Más le habría valido callar, anunciando simplemente las investigaciones del caso, pero su mala conciencia lo traicionó. Por eso apeló al cómodo chivo expiatorio de ETA, tratando de crear in extremis una matriz de opinión que le fuera favorable.
Aznar intuyó la derrota y pretendió anticiparse a una conclusión obvia para millones: la atroz matanza de los trenes tenía que ver con la guerra de Irak. Había metido a su país en un conflicto ajeno a España, a pesar de que el 90% de la nación le había dicho que aquella no era su guerra. En su infinita arrogancia, no quiso escuchar la voz del pueblo y tercamente persistió en el empeño de asociarse a la aventura de Bush-Blair. Ahora, no quiso que los españoles recordaran eso. Fue en vano, lo recordaron y por eso lo revocaron.
Aznar había resistido mejor que Bush y que Blair las consecuencias de la mentira sobre las inexistentes armas de destrucción masiva en Irak. Tal vez porque no podía jactarse de las (des) informaciones de sus servicios de espionaje, como sí pudieron hacerlo, para su desgracia, Bush y Blair con los suyos.

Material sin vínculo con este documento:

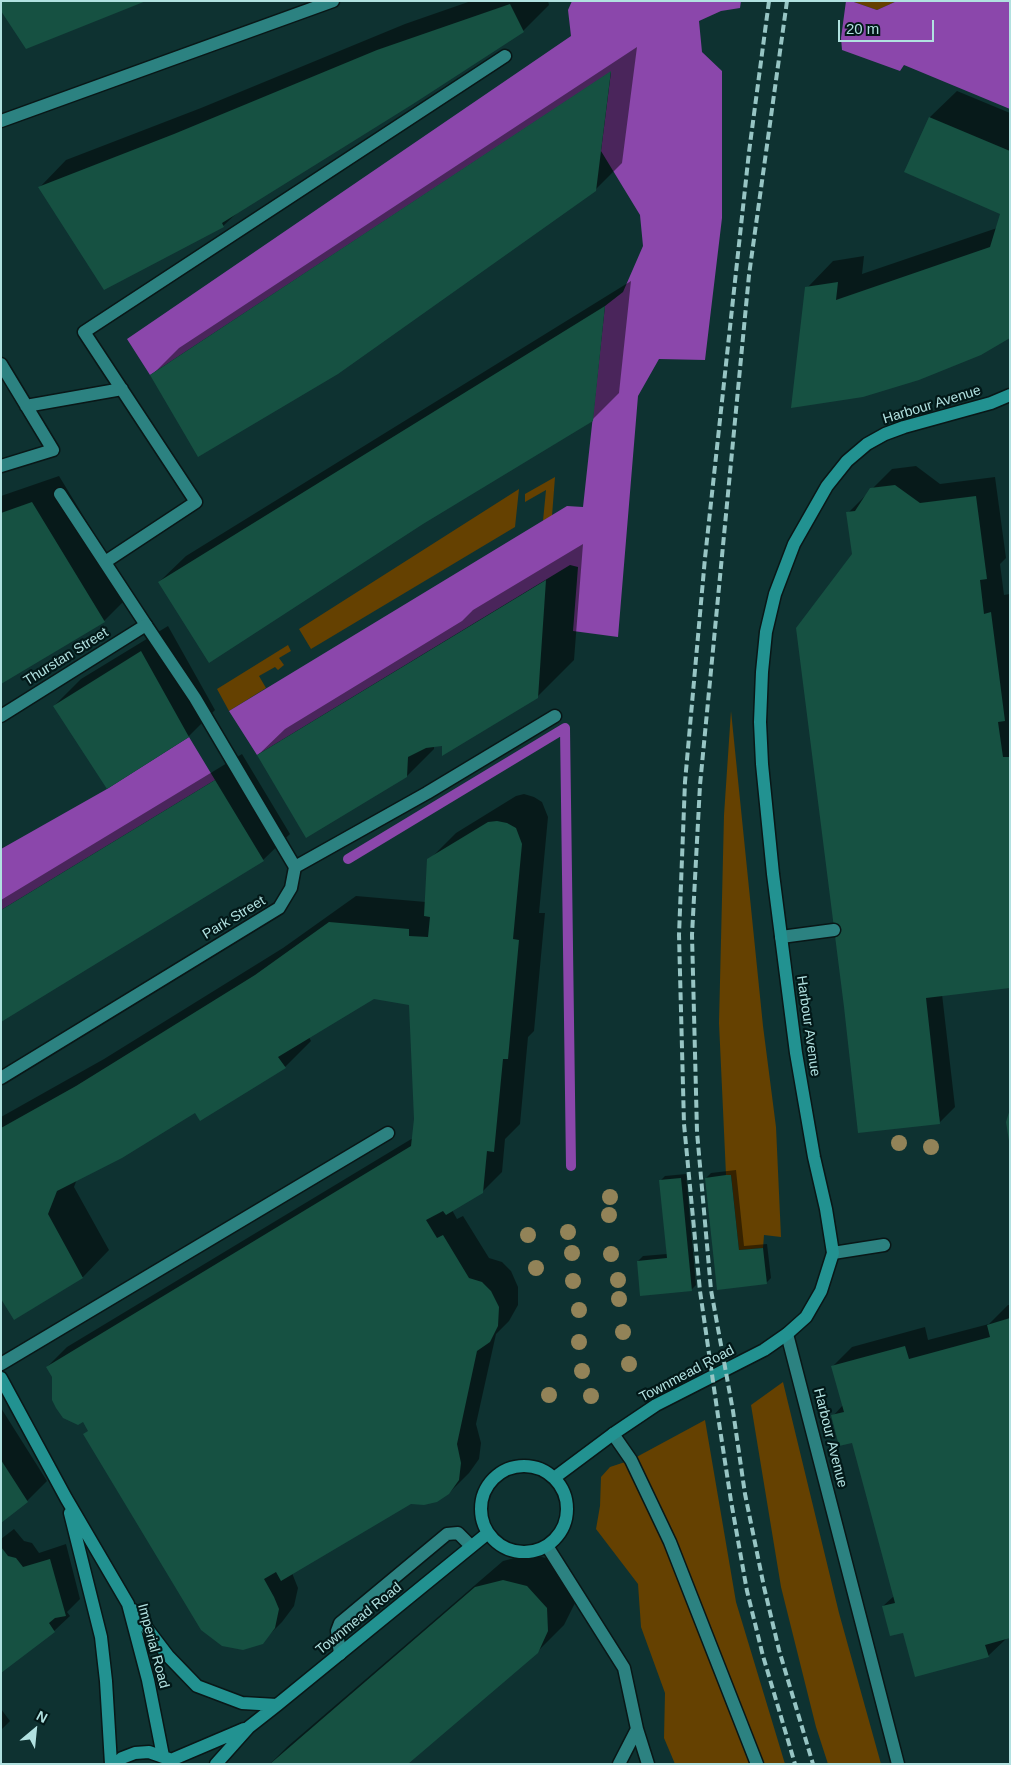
<!DOCTYPE html>
<html>
<head>
<meta charset="utf-8">
<style>
	body { margin:0 }
	#map { position:relative; width:1011px; height:1765px; overflow:hidden; background:#0e3231; font-family:Helvetica,sans-serif }
	canvas { display:block }
	.frame { position:absolute; inset:0; border:2px solid #b1e1e0; pointer-events:none }
	.north { position:absolute; left:10px; top:1705px; width:50px; height:50px; -webkit-text-stroke:4px #021818; paint-order:stroke; rotate:28deg; font-size:14px; font-weight:700; line-height:20px; text-align:center; color:#b1e1e0 }
	.north::after { content:''; display:block; margin:auto; width:18px; height:22px; background:#b1e1e0; clip-path:polygon(50% 0,100% 100%,50% 72%,0 100%) }
	.scale { position:absolute; left:838px; top:20px; width:96px; height:22px; box-sizing:border-box; border:2px solid #b1e1e0; border-top:0; padding-left:6px; font-size:15px; line-height:18px; white-space:nowrap; color:#b1e1e0; -webkit-text-stroke:4px #021818; paint-order:stroke }
</style>
</head>
<body>
<div id="map">
<canvas width="1011" height="1765"></canvas>
<div class="frame"></div>
<div class="north">N</div>
<div class="scale">20 m</div>
</div>
<script>
const context = document.querySelector('canvas').getContext('2d');
context.lineJoin = 'round';
function paint(path, color) {
  context.fillStyle = color;
  context.fill(path, 'evenodd');
}
function toPath(rows) {
  const path = new Path2D();
  for (const r of rows) {
    if (r.length === 3) {
      path.moveTo(r[0] + r[2], r[1]);
      path.arc(r[0], r[1], r[2], 0, 2 * Math.PI);
      continue;
    }
    path.moveTo(r[0], r[1]);
    for (let i = 2; i < r.length; i += 2) path.lineTo(r[i], r[i + 1]);
  }
  return path;
}
function stroke(path, color, width, dash) {
  context.strokeStyle = color;
  context.lineWidth = width;
  context.lineCap = dash ? 'butt' : 'round';
  context.setLineDash(dash || []);
  context.stroke(path);
}
function drawText(font, color, halo, rows, align = 'center') {
  context.font = font + ' Helvetica,sans-serif';
  context.lineWidth = 4.5;
  context.setLineDash([]);
  context.textBaseline = 'middle';
  context.strokeStyle = halo;
  context.fillStyle = color;
  for (const [text, x, y, turn = 0] of rows) {
    context.save();
    context.translate(x, y);
    context.rotate((+turn || 0) * Math.PI / 180);
    context.textAlign = isNaN(turn) ? turn : align;
    if (halo) context.strokeText(text, 0, 0);
    context.fillText(text, 0, 0);
    context.restore();
  }
}
paint(toPath([
	[851,1,897,1,877,10],
	[555,477,552,516,543,521,546,490,525,502,525,494],
	[519,489,515,527,311,649,299,629],
	[288,645,291,651,279,658,284,665,278,670,275,667,259,676,266,688,229,711,217,689],
	[731,711,763,1026,776,1127,781,1237,764,1235,763,1248,739,1250,731,1175,726,1175,719,1023,724,815],
	[783,1382,839,1613,881,1764,828,1764,816,1727,781,1587,751,1405],
	[705,1420,736,1602,785,1764,675,1764,664,1738,665,1693,641,1627,638,1584,596,1529,600,1506,601,1477,610,1467,631,1460]
]), '#654101');
paint(toPath([
	[572,1,741,1,740,8,721,11,699,21,702,52,722,71,722,218,705,360,659,359,638,396,618,637,573,631,578,567,570,565,257,755,229,711,567,506,583,507,605,306,623,292,643,246,640,215,601,151,611,72,150,375,127,339,571,36,568,10],
	[846,1,851,1,877,10,897,1,1010,1,1010,109,904,65,900,71,842,50,841,38],
	[189,737,215,780,1,910,1,849,107,789]
]), '#8b47ab');
paint(toPath([
	[471,1,548,1,549,5,523,31,237,213,223,226,40,187,66,160,201,108,405,24],
	[637,47,622,163,595,190,152,375,179,348],
	[957,91,1010,113,1010,336,918,379,807,288,833,261,864,256,862,274,997,228,1002,213,906,171,930,117],
	[631,281,619,393,592,420,159,582,186,556],
	[916,466,940,484,995,477,1006,558,1000,564,1004,595,1010,594,1010,986,942,994,955,1107,940,1122,848,513,892,469],
	[59,476,131,594,104,621,1,683,1,496],
	[583,544,574,660,537,697,443,745,434,746,434,749,407,776,258,755,285,729,462,621,473,610],
	[168,626,215,710,189,736,107,787,54,706,81,679],
	[242,754,290,834,263,860,1,1021,1,900],
	[524,794,534,797,542,802,548,817,539,913,545,913,534,1031,528,1037,520,1124,505,1139,502,1172,482,1192,452,1210,457,1219,463,1216,489,1258,502,1262,511,1271,518,1287,518,1305,509,1321,496,1334,476,1424,481,1443,479,1459,469,1473,449,1493,411,1503,292,1573,298,1588,294,1606,282,1622,262,1642,89,1430,47,1367,67,1347,413,1138,415,1119,410,1004,374,998,309,1037,311,1041,285,1067,195,1111,77,1179,74,1187,109,1250,83,1277,15,1319,1,1297,1,1117,104,1059,283,948,356,896,426,902,429,860,456,833,516,796],
	[736,1170,744,1246,767,1244,771,1278,766,1283,718,1288,706,1178,711,1173],
	[686,1174,696,1285,691,1290,638,1261,643,1256,667,1254,660,1181,665,1176],
	[1008,1305,1010,1305,1010,1637,1007,1638,988,1656,904,1631,883,1606,894,1596,853,1441,833,1416,843,1405,833,1366,852,1347,925,1327,928,1340,989,1324],
	[1,1408,47,1481,27,1501,1,1521],
	[14,1529,24,1541,32,1543,39,1553,66,1544,80,1599,67,1612,70,1616,54,1631,1,1671,1,1539],
	[530,1554,554,1560,574,1581,575,1603,564,1625,537,1652,406,1764,270,1764,287,1747,503,1561],
	[1,1709,10,1721,1,1730]
]), '#0007');
stroke(toPath([
	[565,728,571,1166],
	[348,859,565,728]
]), '#8b47ab', 10);
paint(toPath([
	[1,1,146,1,26,49,1,11],
	[510,4,524,32,413,104,222,223,224,227,104,290,38,187,174,134,377,50],
	[611,71,596,191,338,374,198,457,150,375],
	[929,117,1010,151,1010,338,981,355,919,380,863,397,791,408,805,287,838,282,836,300,990,247,1000,214,904,172],
	[605,306,593,421,423,524,209,663,158,582],
	[895,485,920,503,976,496,987,579,980,580,984,614,991,612,1005,721,998,722,1003,757,1010,757,1010,988,926,998,940,1124,858,1133,844,1007,796,628,852,554,846,512,855,511,870,488],
	[32,502,105,622,1,684,1,513],
	[546,580,538,698,442,756,442,746,426,748,408,757,407,777,306,838,257,755],
	[141,651,189,737,107,789,53,706],
	[215,780,264,861,1,1022,1,910],
	[497,821,507,823,516,828,522,844,513,939,519,940,508,1059,503,1059,494,1152,487,1151,483,1193,446,1215,443,1211,426,1220,437,1238,443,1235,469,1278,482,1282,491,1291,499,1307,498,1326,490,1342,477,1351,457,1444,461,1463,459,1480,449,1494,437,1502,424,1505,411,1504,281,1581,276,1572,264,1579,274,1597,279,1609,275,1628,263,1644,243,1650,222,1646,201,1630,83,1434,88,1431,83,1422,78,1425,63,1418,56,1408,52,1400,52,1377,46,1367,411,1146,414,1119,409,1005,374,999,278,1057,286,1068,200,1121,195,1113,122,1158,57,1191,48,1214,83,1278,14,1320,1,1299,1,1128,76,1086,255,975,329,922,409,929,409,936,428,937,430,917,424,916,427,859,488,822],
	[1010,1109,1010,1141,1009,1141,1006,1122],
	[726,1175,731,1175,739,1250,763,1248,767,1284,717,1290,705,1178],
	[681,1178,692,1291,640,1296,637,1261,667,1258,659,1180],
	[1010,1318,1010,1638,985,1645,989,1657,915,1677,903,1633,890,1636,882,1606,895,1603,852,1443,839,1446,831,1415,844,1412,831,1366,905,1346,909,1359,990,1337,987,1325],
	[1,1460,28,1502,1,1523],
	[1,1547,8,1556,16,1558,23,1567,50,1559,66,1616,55,1618,49,1623,55,1632,1,1673],
	[503,1580,527,1586,547,1608,548,1631,538,1653,408,1764,270,1764,475,1587]
]), '#165142');
const lane = toPath([
	[1,121,333,1],
	[1,364,53,450,1,466],
	[26,406,122,389],
	[60,494,146,625],
	[105,562,196,502,84,332,505,56],
	[781,937,834,930],
	[833,1253,884,1245],
	[1,1364,388,1133],
	[613,1434,631,1460,670,1542,757,1764],
	[547,1546,624,1668,637,1729,619,1764],
	[340,1654,337,1631,340,1623,447,1534,458,1533,471,1546],
	[637,1729,648,1764]
]);
const street = toPath([
	[1,716,146,625,195,698,295,867,291,888,279,908,1,1078],
	[295,867,427,793,555,716],
	[787,1334,898,1764]
]);
const secondary = toPath([
	[1,1378,66,1498,128,1604,148,1680,163,1756],
	[524,1509,43],
	[554,1478,613,1434,656,1405,764,1350,787,1334,806,1317,821,1291,833,1253,826,1209,814,1157,796,1053,773,874,762,764,760,722,762,672,766,632,775,594,794,544,827,486,847,461,867,444,885,434,904,427,991,403,1010,395],
	[70,1513,101,1637,106,1681,111,1764],
	[133,1610,168,1656,197,1686,242,1703,277,1705],
	[171,1760,244,1729],
	[116,1764,122,1758,135,1753,149,1752,169,1759],
	[216,1764,249,1727,277,1705,488,1533]
]);
stroke(lane, '#091717', 15);
stroke(street, '#091717', 15);
stroke(secondary, '#091717', 15);
stroke(lane, '#2c8281', 12);
stroke(street, '#2c8281', 12);
stroke(secondary, '#229291', 12);
stroke(toPath([
	[769,1,749,152,705,558,685,782,679,935,684,1124,700,1291,718,1416,731,1501,747,1591,763,1656,795,1764],
	[787,1,749,275,700,785,692,935,697,1132,711,1290,733,1411,745,1494,764,1587,779,1650,813,1764]
]), '#97c5c4', 4, [8, 4]);
context.fillStyle = '#928358';
for (const [x, y] of [
	[899,1143],
	[931,1147],
	[610,1197],
	[609,1215],
	[568,1232],
	[528,1235],
	[572,1253],
	[611,1254],
	[536,1268],
	[618,1280],
	[573,1281],
	[619,1299],
	[579,1310],
	[623,1332],
	[579,1342],
	[629,1364],
	[582,1371],
	[549,1395],
	[591,1396]
]) {
  context.beginPath();
  context.arc(x, y, 8, 0, 2 * Math.PI);
  context.fill();
}
drawText('14px', '#b1e1e0', '#021818', [
	["Harbour Avenue",932,405,-17],
	["Thurstan Street",66,657,-32],
	["Park Street",234,918,-31],
	["Harbour Avenue",808,1026,82],
	["Townmead Road",687,1374,-28],
	["Harbour Avenue",830,1438,76],
	["Townmead Road",359,1619,-39],
	["Imperial Road",153,1646,75]
]);
</script>
</body>
</html>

Pero la gota que colmó la paciencia de los españoles, lo que desnudó toda su política fue la manipulación absolutamente inmoral de la tragedia para su propio provecho. No sólo se había asociado a la mentira de las armas de destrucción masiva sino que ahora también, torpemente, intentaba una engañifa absolutamente carente de principios. Esta vez, sin embargo, la mentira tuvo las patas más cortas que de ordinario. En 48 horas los españoles le dieron la espalda a un partido que hace una semana parecía enrumbado hacia una cómoda victoria. No se discutía si ganaría sino si podría repetir la mayoría absoluta con la cual contaba hasta ayer en el Parlamento. Pero España se sintió doblemente herida y tomó otra decisión, que no fue sólo política. Posee, más que nada, un profundo contenido ético y moral. Una vez más resultó cierto el apotegma de Lincoln: no se puede engañar a todo el mundo todo el tiempo.